### Required action:
Each entry should be set down exactly as written, except for any picture it holds.

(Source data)
*****
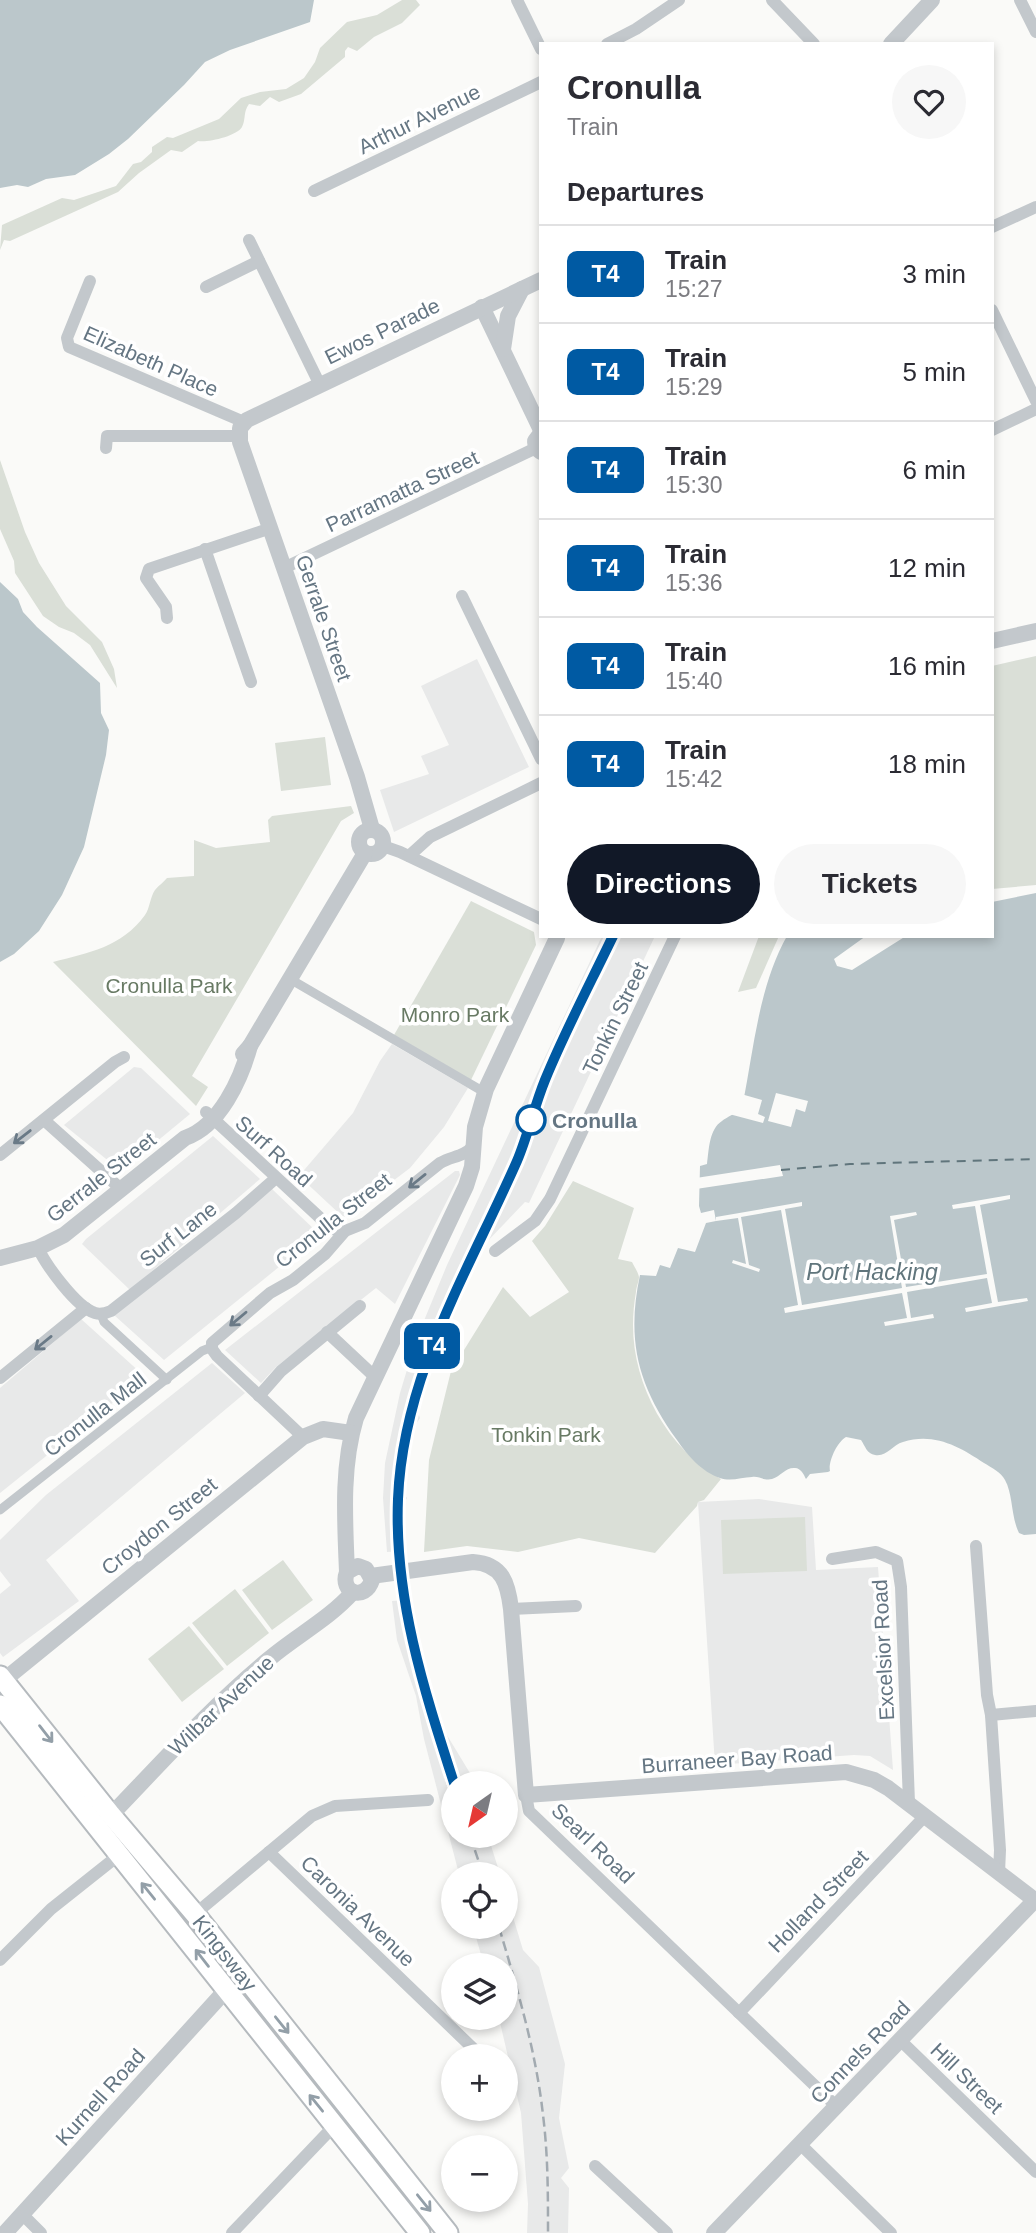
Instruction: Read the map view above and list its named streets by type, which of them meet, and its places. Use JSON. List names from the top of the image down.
{
  "streets": {
    "main road": ["Kingsway"],
    "street": [
      "Arthur Avenue",
      "Ewos Parade",
      "Elizabeth Place",
      "Parramatta Street",
      "Gerrale Street",
      "Tonkin Street",
      "Surf Road",
      "Cronulla Street",
      "Surf Lane",
      "Cronulla Mall",
      "Croydon Street",
      "Excelsior Road",
      "Wilbar Avenue",
      "Burraneer Bay Road",
      "Searl Road",
      "Holland Street",
      "Caronia Avenue",
      "Connels Road",
      "Hill Street",
      "Kurnell Road"
    ]
  },
  "crossings": [
    ["Ewos Parade", "Elizabeth Place"],
    ["Ewos Parade", "Gerrale Street"],
    ["Elizabeth Place", "Gerrale Street"],
    ["Parramatta Street", "Gerrale Street"],
    ["Gerrale Street", "Surf Road"],
    ["Surf Road", "Cronulla Street"],
    ["Surf Road", "Surf Lane"],
    ["Cronulla Street", "Cronulla Mall"],
    ["Croydon Street", "Kingsway"],
    ["Excelsior Road", "Burraneer Bay Road"],
    ["Wilbar Avenue", "Searl Road"],
    ["Wilbar Avenue", "Kingsway"],
    ["Burraneer Bay Road", "Searl Road"],
    ["Burraneer Bay Road", "Holland Street"],
    ["Burraneer Bay Road", "Connels Road"],
    ["Searl Road", "Holland Street"],
    ["Searl Road", "Connels Road"],
    ["Kingsway", "Kurnell Road"],
    ["Connels Road", "Hill Street"]
  ],
  "water": ["Port Hacking"],
  "parks": ["Cronulla Park", "Monro Park", "Tonkin Park"],
  "places": ["Cronulla"],
  "north": "bottom left",
  "page": {
    "on_map": "T4",
    "heading": [
      ["Cronulla", "Train"],
      "Departures"
    ],
    "list": [
      {
        "mark": "T4",
        "name": "Train",
        "note": "15:27",
        "value": "3 min"
      },
      {
        "mark": "T4",
        "name": "Train",
        "note": "15:29",
        "value": "5 min"
      },
      {
        "mark": "T4",
        "name": "Train",
        "note": "15:30",
        "value": "6 min"
      },
      {
        "mark": "T4",
        "name": "Train",
        "note": "15:36",
        "value": "12 min"
      },
      {
        "mark": "T4",
        "name": "Train",
        "note": "15:40",
        "value": "16 min"
      },
      {
        "mark": "T4",
        "name": "Train",
        "note": "15:42",
        "value": "18 min"
      }
    ],
    "buttons": ["Directions", "Tickets"],
    "map_buttons": ["+", "−"]
  }
}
*****
### Output for this task:
Instruction: Read the map view above and list its named streets by type, which of them meet, and its places. Use JSON. List names from the top of the image down.
{
  "streets": {
    "main road": ["Kingsway"],
    "street": [
      "Arthur Avenue",
      "Ewos Parade",
      "Elizabeth Place",
      "Parramatta Street",
      "Gerrale Street",
      "Tonkin Street",
      "Surf Road",
      "Cronulla Street",
      "Surf Lane",
      "Cronulla Mall",
      "Croydon Street",
      "Excelsior Road",
      "Wilbar Avenue",
      "Burraneer Bay Road",
      "Searl Road",
      "Holland Street",
      "Caronia Avenue",
      "Connels Road",
      "Hill Street",
      "Kurnell Road"
    ]
  },
  "crossings": [
    ["Ewos Parade", "Elizabeth Place"],
    ["Ewos Parade", "Gerrale Street"],
    ["Elizabeth Place", "Gerrale Street"],
    ["Parramatta Street", "Gerrale Street"],
    ["Gerrale Street", "Surf Road"],
    ["Surf Road", "Cronulla Street"],
    ["Surf Road", "Surf Lane"],
    ["Cronulla Street", "Cronulla Mall"],
    ["Croydon Street", "Kingsway"],
    ["Excelsior Road", "Burraneer Bay Road"],
    ["Wilbar Avenue", "Searl Road"],
    ["Wilbar Avenue", "Kingsway"],
    ["Burraneer Bay Road", "Searl Road"],
    ["Burraneer Bay Road", "Holland Street"],
    ["Burraneer Bay Road", "Connels Road"],
    ["Searl Road", "Holland Street"],
    ["Searl Road", "Connels Road"],
    ["Kingsway", "Kurnell Road"],
    ["Connels Road", "Hill Street"]
  ],
  "water": ["Port Hacking"],
  "parks": ["Cronulla Park", "Monro Park", "Tonkin Park"],
  "places": ["Cronulla"],
  "north": "bottom left",
  "page": {
    "on_map": "T4",
    "heading": [
      ["Cronulla", "Train"],
      "Departures"
    ],
    "list": [
      {
        "mark": "T4",
        "name": "Train",
        "note": "15:27",
        "value": "3 min"
      },
      {
        "mark": "T4",
        "name": "Train",
        "note": "15:29",
        "value": "5 min"
      },
      {
        "mark": "T4",
        "name": "Train",
        "note": "15:30",
        "value": "6 min"
      },
      {
        "mark": "T4",
        "name": "Train",
        "note": "15:36",
        "value": "12 min"
      },
      {
        "mark": "T4",
        "name": "Train",
        "note": "15:40",
        "value": "16 min"
      },
      {
        "mark": "T4",
        "name": "Train",
        "note": "15:42",
        "value": "18 min"
      }
    ],
    "buttons": ["Directions", "Tickets"],
    "map_buttons": ["+", "−"]
  }
}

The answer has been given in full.